Bisnis.com, Jakarta – Satelit orbit bawah Starlink milik Elon Musk tercatat memiliki rata-rata pendapatan bulanan per pelanggan (ARPU) lebih tinggi dibandingkan operator seluler dan fixed broadband atau operator internet rumah pada Juni 2024.

Ketiga layanan ini sama-sama melayani pelanggan retail, namun dari segi biaya hak penggunaan frekuensi Starlink tergolong ringan. 

Berdasarkan data yang diperoleh Bisnis Indonesia dari Asosiasi Penyelenggara Telekomunikasi Indonesia (ATSI), diketahui Starlink menghasilkan ARPU sebesar Rp 2 juta – Rp 3 juta per bulan. 

Starlink menawarkan harga layanan Internet mulai dari Rp750.000/bulan hingga Rp4,3 juta/bulan untuk sektor residensial dan bisnis. 

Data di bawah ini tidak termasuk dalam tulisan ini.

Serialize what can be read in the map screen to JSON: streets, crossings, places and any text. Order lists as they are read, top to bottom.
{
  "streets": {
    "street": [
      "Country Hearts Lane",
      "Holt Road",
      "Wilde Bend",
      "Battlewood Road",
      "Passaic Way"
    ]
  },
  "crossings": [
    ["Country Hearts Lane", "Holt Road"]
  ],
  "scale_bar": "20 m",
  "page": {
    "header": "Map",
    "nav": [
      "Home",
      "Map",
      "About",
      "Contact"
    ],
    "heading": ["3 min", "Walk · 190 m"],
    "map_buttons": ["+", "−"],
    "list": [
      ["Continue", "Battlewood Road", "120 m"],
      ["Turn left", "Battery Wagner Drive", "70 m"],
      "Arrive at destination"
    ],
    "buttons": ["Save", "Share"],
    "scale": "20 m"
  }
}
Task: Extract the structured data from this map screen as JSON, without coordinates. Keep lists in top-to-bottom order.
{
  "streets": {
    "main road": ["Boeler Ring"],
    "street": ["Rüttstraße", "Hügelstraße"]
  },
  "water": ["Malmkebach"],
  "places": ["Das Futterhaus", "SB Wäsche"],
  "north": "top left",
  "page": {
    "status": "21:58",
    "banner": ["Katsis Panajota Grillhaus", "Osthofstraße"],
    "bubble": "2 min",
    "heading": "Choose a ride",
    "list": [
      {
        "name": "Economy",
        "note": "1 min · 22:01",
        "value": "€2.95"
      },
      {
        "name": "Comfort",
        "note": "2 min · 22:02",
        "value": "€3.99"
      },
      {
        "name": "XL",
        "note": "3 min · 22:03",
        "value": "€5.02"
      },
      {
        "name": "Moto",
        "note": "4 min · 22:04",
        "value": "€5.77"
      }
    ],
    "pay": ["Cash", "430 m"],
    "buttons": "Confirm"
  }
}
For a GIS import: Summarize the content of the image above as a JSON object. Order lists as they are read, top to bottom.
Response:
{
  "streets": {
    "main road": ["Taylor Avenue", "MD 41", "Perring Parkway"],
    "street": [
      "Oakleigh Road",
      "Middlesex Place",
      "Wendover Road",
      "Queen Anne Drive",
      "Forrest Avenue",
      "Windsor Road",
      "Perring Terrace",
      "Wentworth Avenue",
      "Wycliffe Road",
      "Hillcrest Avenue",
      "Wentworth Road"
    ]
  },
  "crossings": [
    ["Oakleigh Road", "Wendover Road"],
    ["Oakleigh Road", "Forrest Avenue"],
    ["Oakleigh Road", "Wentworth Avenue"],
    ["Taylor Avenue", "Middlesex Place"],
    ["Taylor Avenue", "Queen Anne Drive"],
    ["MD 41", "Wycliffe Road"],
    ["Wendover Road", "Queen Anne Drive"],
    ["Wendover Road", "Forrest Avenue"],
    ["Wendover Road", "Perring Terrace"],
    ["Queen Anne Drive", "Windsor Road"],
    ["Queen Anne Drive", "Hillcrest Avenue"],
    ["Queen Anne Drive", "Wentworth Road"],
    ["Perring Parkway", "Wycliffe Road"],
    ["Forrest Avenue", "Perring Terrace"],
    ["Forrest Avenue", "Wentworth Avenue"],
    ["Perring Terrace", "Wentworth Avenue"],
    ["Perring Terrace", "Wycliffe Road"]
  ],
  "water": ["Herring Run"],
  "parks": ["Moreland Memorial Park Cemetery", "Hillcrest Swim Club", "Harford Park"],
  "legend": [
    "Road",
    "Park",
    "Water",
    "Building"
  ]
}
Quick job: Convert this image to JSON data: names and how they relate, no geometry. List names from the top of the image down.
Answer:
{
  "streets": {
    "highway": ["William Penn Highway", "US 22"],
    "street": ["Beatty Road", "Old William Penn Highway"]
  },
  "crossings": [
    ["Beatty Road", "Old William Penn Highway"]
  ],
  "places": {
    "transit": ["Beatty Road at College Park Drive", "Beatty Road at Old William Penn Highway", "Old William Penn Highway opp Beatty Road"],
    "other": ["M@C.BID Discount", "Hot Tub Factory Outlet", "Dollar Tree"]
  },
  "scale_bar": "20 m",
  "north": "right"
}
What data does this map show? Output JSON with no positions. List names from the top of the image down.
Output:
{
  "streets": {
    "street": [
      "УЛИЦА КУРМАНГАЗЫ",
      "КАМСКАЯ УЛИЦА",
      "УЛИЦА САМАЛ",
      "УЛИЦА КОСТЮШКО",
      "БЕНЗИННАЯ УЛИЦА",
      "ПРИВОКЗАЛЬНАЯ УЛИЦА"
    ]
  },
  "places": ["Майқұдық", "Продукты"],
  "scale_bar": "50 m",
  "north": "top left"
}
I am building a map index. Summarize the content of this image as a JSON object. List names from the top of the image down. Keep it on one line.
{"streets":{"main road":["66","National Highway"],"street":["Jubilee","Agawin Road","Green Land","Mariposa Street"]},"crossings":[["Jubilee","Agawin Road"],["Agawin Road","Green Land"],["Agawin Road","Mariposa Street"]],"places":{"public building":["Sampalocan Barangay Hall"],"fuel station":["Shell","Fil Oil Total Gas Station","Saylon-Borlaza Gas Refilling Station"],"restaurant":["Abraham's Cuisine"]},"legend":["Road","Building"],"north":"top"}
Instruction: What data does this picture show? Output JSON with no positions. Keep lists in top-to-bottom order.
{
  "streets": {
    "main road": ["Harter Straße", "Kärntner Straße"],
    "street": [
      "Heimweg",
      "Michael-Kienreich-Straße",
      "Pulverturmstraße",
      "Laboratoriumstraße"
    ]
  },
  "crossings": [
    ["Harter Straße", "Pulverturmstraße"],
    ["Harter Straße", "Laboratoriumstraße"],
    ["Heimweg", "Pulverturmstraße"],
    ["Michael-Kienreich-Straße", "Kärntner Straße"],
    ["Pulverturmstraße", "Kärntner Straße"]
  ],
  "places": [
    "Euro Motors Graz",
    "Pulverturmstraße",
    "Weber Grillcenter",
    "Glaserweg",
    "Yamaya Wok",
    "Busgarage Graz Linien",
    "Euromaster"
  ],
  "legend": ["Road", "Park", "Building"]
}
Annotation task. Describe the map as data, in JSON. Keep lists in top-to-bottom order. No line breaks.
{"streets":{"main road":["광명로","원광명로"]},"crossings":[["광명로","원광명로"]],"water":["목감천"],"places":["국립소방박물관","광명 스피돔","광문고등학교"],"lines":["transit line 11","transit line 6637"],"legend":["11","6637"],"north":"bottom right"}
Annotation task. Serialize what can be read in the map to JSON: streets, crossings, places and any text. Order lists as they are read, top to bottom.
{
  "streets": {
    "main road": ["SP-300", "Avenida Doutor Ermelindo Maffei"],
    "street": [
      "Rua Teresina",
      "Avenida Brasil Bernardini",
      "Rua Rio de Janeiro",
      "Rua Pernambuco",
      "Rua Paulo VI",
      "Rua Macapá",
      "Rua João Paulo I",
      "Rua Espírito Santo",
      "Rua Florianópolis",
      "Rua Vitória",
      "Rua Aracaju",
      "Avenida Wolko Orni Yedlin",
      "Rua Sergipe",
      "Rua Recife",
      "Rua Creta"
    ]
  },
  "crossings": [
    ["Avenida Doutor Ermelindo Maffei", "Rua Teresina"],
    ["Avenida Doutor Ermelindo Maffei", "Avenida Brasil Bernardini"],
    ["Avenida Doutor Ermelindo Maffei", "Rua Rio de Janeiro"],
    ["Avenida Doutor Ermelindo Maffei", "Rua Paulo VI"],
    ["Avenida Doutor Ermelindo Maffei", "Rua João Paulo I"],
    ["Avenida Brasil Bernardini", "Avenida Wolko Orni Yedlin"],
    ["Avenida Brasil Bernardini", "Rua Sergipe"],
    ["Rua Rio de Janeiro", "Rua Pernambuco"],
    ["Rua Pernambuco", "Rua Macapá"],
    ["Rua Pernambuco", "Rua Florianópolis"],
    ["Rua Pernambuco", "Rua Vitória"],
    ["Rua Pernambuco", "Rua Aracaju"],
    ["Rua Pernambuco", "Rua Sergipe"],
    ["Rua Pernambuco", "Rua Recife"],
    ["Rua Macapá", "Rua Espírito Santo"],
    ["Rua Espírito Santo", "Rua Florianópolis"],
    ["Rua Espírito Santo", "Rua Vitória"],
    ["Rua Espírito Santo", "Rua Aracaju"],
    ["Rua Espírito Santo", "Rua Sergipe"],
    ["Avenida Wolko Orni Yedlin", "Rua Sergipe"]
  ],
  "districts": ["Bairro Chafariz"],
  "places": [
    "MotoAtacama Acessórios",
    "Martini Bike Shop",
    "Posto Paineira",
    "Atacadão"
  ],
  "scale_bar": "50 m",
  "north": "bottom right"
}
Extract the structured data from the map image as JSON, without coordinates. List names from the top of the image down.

Sedangkan pemain fixed broadband seperti Indihome, Biznet, Oxygen dan lainnya memiliki ARPU sekitar Rp300.000 per bulan dan harga layanan sekitar Rp300.000 untuk 50 Mbps. 

Operator seluler seperti Telkomsel, Indosat, XL Axiata dan SmartFran memiliki ARPU gabungan sebesar Rp30.000 – Rp40.000 per bulan. Operator memberikan layanan internet kepada pelanggan dengan tarif sekitar Rp 7.000/GB. 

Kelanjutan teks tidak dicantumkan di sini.